From: Barry Song <21cnbao@gmail.com>
To: Kairui Song <ryncsn@gmail.com>
Cc: linux-mm@kvack.org, Andrew Morton <akpm@linux-foundation.org>,
David Hildenbrand <david@kernel.org>,
Lorenzo Stoakes <lorenzo.stoakes@oracle.com>,
Zi Yan <ziy@nvidia.com>,
Baolin Wang <baolin.wang@linux.alibaba.com>,
Hugh Dickins <hughd@google.com>, Chris Li <chrisl@kernel.org>,
Kemeng Shi <shikemeng@huaweicloud.com>,
Nhat Pham <nphamcs@gmail.com>, Baoquan He <bhe@redhat.com>,
Johannes Weiner <hannes@cmpxchg.org>,
Yosry Ahmed <yosry.ahmed@linux.dev>,
Youngjun Park <youngjun.park@lge.com>,
Chengming Zhou <chengming.zhou@linux.dev>,
Roman Gushchin <roman.gushchin@linux.dev>,
Shakeel Butt <shakeel.butt@linux.dev>,
Muchun Song <muchun.song@linux.dev>,
Qi Zheng <zhengqi.arch@bytedance.com>,
linux-kernel@vger.kernel.org, cgroups@vger.kernel.org
Subject: Re: [PATCH RFC 00/15] mm, swap: swap table phase IV with dynamic ghost swapfile
Date: Sat, 21 Feb 2026 17:30:15 +0800 [thread overview]
Message-ID: <CAGsJ_4zewviHRYcDVe5RSDKR5XyRppLj=7BN4dyyCCGDTKhD1A@mail.gmail.com> (raw)
In-Reply-To: <CAMgjq7CXgGxhtU3XJYnxVQ8fFYtNZBN3uF4FgqbBVV75ohOhtg@mail.gmail.com>
On Sat, Feb 21, 2026 at 5:07 PM Kairui Song <ryncsn@gmail.com> wrote:
>
> On Sat, Feb 21, 2026 at 4:16 PM Barry Song <21cnbao@gmail.com> wrote:
> >
> > On Fri, Feb 20, 2026 at 7:42 AM Kairui Song via B4 Relay
> > <devnull+kasong.tencent.com@kernel.org> wrote:
> >
> > To be honest, I really dislike the name "ghost." I would
> > prefer something that reflects its actual functionality.
> > "Ghost" does not describe what it does and feels rather
> > arbitrary.
>
> Hi Barry,
>
> That can be easily changed by "search and replace", I just kept the
> name since patch 13 is directly from Chris and I just didn't change
> it.
>
> >
> > I suggest retiring the name "ghost" and replacing it with
> > something more appropriate. "vswap" could be a good option,
>
> That looks good to me too, you can also check the slide from LSFMM
> last year page 23 to see how I imaged thing would workout at that
> time:
> https://drive.google.com/file/d/1_QKlXErUkQ-TXmJJy79fJoLPui9TGK1S/view
>
> The actual layout will be a bit different from that slide, since the
> redirect entry will be in the lower devices, the virtual device will
> have an extra virtual table to hold its redirect entry.
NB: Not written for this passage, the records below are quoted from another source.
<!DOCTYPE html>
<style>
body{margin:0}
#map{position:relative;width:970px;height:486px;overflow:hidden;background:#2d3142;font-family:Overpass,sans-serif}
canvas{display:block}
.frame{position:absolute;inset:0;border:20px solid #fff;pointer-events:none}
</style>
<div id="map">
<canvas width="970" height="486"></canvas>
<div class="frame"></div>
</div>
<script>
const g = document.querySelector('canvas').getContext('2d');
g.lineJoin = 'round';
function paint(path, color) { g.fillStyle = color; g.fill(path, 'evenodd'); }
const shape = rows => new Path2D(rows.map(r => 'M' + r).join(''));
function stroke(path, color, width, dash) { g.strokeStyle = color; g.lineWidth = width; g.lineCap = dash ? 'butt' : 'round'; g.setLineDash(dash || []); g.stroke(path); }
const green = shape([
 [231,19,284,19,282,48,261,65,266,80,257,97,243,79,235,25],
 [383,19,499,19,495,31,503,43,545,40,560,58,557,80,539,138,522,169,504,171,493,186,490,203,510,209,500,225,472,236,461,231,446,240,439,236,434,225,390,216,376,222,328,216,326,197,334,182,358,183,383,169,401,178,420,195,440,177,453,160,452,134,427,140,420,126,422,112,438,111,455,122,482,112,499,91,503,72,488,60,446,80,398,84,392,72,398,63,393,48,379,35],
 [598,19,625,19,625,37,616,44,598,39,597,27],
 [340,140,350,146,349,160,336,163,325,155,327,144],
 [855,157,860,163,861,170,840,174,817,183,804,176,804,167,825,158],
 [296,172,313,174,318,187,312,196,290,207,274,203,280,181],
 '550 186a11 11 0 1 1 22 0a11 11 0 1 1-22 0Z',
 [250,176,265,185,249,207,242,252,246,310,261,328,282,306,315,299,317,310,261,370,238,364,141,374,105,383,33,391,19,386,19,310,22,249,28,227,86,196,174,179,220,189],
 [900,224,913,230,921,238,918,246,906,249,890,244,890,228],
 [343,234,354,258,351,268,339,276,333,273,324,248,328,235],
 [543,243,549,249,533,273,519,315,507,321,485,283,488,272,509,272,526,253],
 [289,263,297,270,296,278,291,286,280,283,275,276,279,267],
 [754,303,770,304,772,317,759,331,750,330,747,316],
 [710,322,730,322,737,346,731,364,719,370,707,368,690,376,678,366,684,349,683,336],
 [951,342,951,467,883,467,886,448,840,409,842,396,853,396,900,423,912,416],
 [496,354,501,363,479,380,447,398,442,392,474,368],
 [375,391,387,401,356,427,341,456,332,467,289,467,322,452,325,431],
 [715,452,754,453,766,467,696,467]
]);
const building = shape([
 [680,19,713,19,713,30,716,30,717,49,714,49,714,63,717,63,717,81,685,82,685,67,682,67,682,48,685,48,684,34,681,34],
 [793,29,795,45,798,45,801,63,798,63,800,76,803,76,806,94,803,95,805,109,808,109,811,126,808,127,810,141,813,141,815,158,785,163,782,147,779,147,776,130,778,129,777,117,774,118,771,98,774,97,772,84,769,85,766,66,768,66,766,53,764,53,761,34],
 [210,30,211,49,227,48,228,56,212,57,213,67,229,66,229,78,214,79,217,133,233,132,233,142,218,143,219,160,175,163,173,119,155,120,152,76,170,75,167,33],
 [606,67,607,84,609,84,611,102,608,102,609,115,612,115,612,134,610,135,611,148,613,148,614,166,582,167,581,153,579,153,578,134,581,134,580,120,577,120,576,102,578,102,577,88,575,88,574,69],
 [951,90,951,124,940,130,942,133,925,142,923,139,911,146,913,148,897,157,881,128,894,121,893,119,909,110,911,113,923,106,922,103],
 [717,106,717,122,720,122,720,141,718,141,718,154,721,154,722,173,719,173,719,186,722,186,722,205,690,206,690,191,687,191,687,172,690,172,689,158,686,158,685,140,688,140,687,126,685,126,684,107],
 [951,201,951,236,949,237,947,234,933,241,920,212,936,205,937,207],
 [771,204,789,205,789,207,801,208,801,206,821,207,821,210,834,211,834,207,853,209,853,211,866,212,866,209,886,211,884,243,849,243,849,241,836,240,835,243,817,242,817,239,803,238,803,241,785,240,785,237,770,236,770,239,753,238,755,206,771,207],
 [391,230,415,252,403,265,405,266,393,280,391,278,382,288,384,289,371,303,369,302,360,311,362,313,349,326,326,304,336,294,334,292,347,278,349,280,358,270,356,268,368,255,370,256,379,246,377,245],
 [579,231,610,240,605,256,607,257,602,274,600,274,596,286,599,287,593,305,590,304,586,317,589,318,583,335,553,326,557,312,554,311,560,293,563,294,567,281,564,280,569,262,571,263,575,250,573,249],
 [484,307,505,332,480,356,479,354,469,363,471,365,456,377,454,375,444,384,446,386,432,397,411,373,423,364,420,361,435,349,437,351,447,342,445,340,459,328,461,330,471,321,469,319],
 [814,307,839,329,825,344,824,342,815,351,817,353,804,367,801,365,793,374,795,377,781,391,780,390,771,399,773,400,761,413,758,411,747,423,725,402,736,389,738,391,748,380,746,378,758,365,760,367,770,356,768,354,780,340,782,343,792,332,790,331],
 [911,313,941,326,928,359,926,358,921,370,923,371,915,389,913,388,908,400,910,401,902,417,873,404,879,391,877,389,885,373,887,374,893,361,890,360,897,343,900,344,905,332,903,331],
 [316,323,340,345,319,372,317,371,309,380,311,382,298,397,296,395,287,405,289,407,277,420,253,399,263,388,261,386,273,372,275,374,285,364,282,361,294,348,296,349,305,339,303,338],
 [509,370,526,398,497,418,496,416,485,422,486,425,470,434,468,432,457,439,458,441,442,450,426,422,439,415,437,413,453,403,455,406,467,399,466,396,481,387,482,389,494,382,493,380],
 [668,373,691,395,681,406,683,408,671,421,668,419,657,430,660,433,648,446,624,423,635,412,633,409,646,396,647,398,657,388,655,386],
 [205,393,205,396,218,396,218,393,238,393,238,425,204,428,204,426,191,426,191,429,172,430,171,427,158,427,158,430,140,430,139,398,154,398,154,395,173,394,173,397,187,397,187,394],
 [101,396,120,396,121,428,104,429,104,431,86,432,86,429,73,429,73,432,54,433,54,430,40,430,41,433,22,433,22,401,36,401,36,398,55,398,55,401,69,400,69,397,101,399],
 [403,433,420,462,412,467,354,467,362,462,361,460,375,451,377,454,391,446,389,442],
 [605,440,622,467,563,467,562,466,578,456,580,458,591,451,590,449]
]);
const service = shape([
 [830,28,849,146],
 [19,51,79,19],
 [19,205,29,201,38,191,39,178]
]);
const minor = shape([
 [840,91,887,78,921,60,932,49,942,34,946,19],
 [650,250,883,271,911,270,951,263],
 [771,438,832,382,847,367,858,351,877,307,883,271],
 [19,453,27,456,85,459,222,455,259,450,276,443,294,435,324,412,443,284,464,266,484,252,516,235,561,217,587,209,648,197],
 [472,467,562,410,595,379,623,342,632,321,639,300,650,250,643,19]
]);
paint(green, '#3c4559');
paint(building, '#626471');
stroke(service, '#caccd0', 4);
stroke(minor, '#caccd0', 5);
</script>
But still I'm
> glad that plain swap still has zero overhead so ZRAM or high
> performance NVME is still good.
>
> > > Currently, the dynamic ghost files are just reported as ordinary swap files
> > > in /proc/swaps and we can have multiple ones, so users will have a full
> > > view of what's going on. This is a very easy-to-change design decision.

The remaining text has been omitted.